RECORD EXTRACTS START
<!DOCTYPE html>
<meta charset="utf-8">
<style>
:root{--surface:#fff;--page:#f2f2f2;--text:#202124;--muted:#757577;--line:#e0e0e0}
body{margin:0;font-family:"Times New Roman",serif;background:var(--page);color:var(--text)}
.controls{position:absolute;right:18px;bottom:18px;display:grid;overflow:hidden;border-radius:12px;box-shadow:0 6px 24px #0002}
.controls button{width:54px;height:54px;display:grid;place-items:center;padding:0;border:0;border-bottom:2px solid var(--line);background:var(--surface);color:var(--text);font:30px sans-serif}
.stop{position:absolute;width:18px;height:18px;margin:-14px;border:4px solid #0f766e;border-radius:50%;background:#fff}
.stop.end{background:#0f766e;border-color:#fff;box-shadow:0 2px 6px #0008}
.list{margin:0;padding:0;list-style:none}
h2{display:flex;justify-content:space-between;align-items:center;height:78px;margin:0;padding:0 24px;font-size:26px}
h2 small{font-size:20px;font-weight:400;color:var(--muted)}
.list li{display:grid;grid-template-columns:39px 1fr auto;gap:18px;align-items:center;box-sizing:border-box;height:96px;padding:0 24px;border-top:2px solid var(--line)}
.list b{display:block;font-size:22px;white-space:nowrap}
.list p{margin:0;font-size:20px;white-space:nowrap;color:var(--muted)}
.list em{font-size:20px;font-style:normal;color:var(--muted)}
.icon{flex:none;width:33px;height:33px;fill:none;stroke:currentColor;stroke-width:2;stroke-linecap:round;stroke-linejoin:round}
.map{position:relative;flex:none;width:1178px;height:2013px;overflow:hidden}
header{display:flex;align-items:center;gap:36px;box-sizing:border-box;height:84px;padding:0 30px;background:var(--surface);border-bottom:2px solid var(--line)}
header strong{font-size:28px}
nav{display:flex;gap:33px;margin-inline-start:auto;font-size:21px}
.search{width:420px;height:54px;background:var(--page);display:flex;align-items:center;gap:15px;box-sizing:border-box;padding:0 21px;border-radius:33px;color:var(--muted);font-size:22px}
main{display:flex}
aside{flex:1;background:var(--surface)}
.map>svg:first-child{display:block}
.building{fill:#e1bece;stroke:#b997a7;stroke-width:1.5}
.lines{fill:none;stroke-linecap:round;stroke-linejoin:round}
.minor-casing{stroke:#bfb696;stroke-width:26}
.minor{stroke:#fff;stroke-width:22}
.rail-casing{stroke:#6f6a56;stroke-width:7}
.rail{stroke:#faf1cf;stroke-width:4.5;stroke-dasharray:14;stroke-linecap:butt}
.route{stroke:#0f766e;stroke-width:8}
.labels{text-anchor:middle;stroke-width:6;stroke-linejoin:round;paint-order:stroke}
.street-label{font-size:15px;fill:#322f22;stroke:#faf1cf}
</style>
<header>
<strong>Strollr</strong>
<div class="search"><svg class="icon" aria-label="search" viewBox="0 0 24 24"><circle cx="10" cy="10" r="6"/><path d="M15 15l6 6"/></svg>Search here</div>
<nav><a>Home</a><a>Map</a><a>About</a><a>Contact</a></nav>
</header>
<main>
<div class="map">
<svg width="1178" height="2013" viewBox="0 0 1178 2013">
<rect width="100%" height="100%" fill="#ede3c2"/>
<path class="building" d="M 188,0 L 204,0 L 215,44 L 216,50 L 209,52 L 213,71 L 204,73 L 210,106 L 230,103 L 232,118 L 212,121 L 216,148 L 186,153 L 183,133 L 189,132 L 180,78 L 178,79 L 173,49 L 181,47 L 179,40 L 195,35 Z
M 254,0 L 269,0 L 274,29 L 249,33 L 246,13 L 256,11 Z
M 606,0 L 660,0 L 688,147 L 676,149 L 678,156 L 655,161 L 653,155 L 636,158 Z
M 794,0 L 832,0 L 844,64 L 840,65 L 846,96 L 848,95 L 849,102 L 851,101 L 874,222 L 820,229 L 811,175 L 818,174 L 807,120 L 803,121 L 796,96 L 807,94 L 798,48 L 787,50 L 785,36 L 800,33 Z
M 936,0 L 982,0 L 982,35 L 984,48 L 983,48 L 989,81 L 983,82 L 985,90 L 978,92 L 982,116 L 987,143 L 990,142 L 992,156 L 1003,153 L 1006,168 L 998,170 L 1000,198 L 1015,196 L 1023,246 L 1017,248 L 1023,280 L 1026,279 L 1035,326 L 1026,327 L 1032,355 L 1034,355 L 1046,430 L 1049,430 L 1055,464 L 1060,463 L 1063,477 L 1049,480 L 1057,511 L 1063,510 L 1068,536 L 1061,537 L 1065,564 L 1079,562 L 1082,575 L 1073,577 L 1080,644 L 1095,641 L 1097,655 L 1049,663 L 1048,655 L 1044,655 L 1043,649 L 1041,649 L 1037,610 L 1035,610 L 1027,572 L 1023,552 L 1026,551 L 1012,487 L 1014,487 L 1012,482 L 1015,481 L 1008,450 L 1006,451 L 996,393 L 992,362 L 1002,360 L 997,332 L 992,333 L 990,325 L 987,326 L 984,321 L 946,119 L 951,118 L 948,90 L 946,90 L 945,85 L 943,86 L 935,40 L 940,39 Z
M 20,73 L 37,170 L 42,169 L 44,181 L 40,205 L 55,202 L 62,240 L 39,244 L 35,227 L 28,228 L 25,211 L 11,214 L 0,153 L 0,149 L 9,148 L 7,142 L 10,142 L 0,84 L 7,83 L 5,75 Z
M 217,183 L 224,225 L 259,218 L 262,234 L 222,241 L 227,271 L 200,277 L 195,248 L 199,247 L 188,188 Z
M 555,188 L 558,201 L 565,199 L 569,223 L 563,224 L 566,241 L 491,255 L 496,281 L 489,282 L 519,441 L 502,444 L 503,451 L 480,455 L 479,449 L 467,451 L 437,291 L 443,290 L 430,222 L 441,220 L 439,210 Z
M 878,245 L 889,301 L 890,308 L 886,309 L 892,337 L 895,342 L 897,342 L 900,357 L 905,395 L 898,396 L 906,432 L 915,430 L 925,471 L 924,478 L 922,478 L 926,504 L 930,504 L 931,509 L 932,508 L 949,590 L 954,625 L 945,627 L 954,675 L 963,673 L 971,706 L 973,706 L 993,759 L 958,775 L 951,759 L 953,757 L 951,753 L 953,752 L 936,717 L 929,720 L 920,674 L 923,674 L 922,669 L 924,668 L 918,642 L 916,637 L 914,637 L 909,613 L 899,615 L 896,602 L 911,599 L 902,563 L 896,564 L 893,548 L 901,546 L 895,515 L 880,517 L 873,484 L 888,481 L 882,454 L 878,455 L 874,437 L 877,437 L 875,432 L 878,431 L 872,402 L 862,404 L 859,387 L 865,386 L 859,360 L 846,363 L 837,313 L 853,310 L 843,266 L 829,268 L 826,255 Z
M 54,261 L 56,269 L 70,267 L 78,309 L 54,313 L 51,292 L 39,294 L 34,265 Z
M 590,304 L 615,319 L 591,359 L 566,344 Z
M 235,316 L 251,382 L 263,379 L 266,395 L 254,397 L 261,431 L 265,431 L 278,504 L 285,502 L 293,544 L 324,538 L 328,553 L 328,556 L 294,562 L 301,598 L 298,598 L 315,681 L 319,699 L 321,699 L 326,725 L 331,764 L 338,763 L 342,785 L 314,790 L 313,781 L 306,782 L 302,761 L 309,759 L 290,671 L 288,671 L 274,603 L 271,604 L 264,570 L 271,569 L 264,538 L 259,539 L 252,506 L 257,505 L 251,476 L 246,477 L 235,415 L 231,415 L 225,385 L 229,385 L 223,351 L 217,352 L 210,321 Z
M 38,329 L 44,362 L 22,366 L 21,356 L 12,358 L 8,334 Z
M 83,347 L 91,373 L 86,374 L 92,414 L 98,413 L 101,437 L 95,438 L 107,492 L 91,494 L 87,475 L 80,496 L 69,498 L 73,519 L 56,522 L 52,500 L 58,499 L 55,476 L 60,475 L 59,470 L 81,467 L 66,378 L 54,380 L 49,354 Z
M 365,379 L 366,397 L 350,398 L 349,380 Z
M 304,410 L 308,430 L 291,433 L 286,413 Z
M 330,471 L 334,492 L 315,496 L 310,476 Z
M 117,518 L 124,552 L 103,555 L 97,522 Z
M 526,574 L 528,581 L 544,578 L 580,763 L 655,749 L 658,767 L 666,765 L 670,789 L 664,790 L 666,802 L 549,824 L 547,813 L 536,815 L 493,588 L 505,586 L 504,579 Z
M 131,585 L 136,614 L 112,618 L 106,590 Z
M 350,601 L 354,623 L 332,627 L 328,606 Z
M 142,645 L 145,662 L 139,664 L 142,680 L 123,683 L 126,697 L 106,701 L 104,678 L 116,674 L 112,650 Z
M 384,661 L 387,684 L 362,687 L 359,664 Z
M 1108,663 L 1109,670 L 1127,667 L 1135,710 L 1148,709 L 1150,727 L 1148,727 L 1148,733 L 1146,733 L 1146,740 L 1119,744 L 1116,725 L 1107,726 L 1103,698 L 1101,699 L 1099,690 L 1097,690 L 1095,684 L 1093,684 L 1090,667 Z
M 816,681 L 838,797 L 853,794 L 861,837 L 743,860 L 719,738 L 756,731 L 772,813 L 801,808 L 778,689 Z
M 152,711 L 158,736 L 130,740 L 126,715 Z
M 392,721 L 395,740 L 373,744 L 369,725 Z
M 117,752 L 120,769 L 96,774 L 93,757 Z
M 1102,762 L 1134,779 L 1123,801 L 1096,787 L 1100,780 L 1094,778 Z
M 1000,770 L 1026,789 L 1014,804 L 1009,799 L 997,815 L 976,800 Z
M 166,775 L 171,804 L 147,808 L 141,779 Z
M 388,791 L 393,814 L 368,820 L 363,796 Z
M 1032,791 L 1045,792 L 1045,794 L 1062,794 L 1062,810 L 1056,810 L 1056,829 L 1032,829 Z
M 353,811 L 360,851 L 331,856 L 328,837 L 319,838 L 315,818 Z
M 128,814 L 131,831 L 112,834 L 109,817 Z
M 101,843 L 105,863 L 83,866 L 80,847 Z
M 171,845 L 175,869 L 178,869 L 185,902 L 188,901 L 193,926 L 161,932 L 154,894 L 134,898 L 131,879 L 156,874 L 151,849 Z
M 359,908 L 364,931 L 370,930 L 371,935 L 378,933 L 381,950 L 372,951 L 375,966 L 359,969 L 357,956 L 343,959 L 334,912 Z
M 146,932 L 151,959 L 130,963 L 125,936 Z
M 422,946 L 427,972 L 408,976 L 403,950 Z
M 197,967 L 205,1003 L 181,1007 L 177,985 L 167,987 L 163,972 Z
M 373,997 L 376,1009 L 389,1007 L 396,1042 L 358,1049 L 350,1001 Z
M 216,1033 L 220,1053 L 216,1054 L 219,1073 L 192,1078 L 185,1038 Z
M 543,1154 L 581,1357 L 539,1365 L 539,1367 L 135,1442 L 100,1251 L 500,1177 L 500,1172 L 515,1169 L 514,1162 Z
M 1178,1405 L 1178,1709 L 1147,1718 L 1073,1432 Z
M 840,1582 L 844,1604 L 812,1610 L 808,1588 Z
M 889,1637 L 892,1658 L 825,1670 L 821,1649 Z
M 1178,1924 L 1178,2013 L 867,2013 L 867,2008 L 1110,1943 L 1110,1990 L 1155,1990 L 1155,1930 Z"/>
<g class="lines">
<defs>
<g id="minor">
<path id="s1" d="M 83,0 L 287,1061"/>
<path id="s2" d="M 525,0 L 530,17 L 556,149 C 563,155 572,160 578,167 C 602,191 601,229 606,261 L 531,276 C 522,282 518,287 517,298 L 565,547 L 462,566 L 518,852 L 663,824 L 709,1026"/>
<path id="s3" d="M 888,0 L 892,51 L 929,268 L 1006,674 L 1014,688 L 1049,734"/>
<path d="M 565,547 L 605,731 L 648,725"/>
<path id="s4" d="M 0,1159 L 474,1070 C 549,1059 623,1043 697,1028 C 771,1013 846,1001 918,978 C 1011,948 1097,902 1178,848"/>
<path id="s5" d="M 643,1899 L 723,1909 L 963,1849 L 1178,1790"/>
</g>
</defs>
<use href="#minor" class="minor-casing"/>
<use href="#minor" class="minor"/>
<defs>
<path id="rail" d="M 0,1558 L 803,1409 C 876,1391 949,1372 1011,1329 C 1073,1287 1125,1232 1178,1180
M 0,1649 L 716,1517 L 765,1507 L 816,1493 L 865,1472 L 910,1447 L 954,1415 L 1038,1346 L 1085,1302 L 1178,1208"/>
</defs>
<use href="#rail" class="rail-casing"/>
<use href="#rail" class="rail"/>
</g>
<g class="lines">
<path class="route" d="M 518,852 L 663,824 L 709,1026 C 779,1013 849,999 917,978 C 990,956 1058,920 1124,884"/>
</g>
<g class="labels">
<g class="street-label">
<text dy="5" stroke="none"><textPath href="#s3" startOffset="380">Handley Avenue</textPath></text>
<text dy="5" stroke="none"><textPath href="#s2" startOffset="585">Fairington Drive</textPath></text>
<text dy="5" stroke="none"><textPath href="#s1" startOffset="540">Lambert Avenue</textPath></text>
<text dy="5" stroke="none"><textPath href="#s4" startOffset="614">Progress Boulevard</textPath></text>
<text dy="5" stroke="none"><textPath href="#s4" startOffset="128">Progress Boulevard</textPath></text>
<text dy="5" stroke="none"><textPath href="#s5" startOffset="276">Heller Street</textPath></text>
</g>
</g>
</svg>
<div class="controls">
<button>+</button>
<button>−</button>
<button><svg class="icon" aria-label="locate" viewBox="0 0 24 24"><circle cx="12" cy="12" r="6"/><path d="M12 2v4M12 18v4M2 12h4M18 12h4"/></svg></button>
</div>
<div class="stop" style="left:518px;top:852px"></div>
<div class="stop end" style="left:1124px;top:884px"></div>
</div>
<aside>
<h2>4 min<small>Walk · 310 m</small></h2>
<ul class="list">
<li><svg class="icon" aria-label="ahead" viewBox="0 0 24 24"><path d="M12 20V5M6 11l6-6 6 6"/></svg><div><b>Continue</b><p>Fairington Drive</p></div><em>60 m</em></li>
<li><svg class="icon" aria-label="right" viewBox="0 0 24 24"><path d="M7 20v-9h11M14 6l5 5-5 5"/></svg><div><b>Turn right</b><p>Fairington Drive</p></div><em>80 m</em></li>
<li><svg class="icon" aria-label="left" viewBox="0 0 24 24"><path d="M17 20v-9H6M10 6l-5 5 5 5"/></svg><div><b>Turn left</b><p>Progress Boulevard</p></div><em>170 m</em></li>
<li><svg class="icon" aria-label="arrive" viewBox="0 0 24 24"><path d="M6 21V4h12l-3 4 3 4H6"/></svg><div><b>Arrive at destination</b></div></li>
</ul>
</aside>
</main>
RECORD EXTRACTS END
:: PROBLEM TO WORK ON ::
When a line in the material includes the word "linecap", copy it out.

:: FINISHED EXERCISE ::
.icon{flex:none;width:33px;height:33px;fill:none;stroke:currentColor;stroke-width:2;stroke-linecap:round;stroke-linejoin:round}
.lines{fill:none;stroke-linecap:round;stroke-linejoin:round}
.rail{stroke:#faf1cf;stroke-width:4.5;stroke-dasharray:14;stroke-linecap:butt}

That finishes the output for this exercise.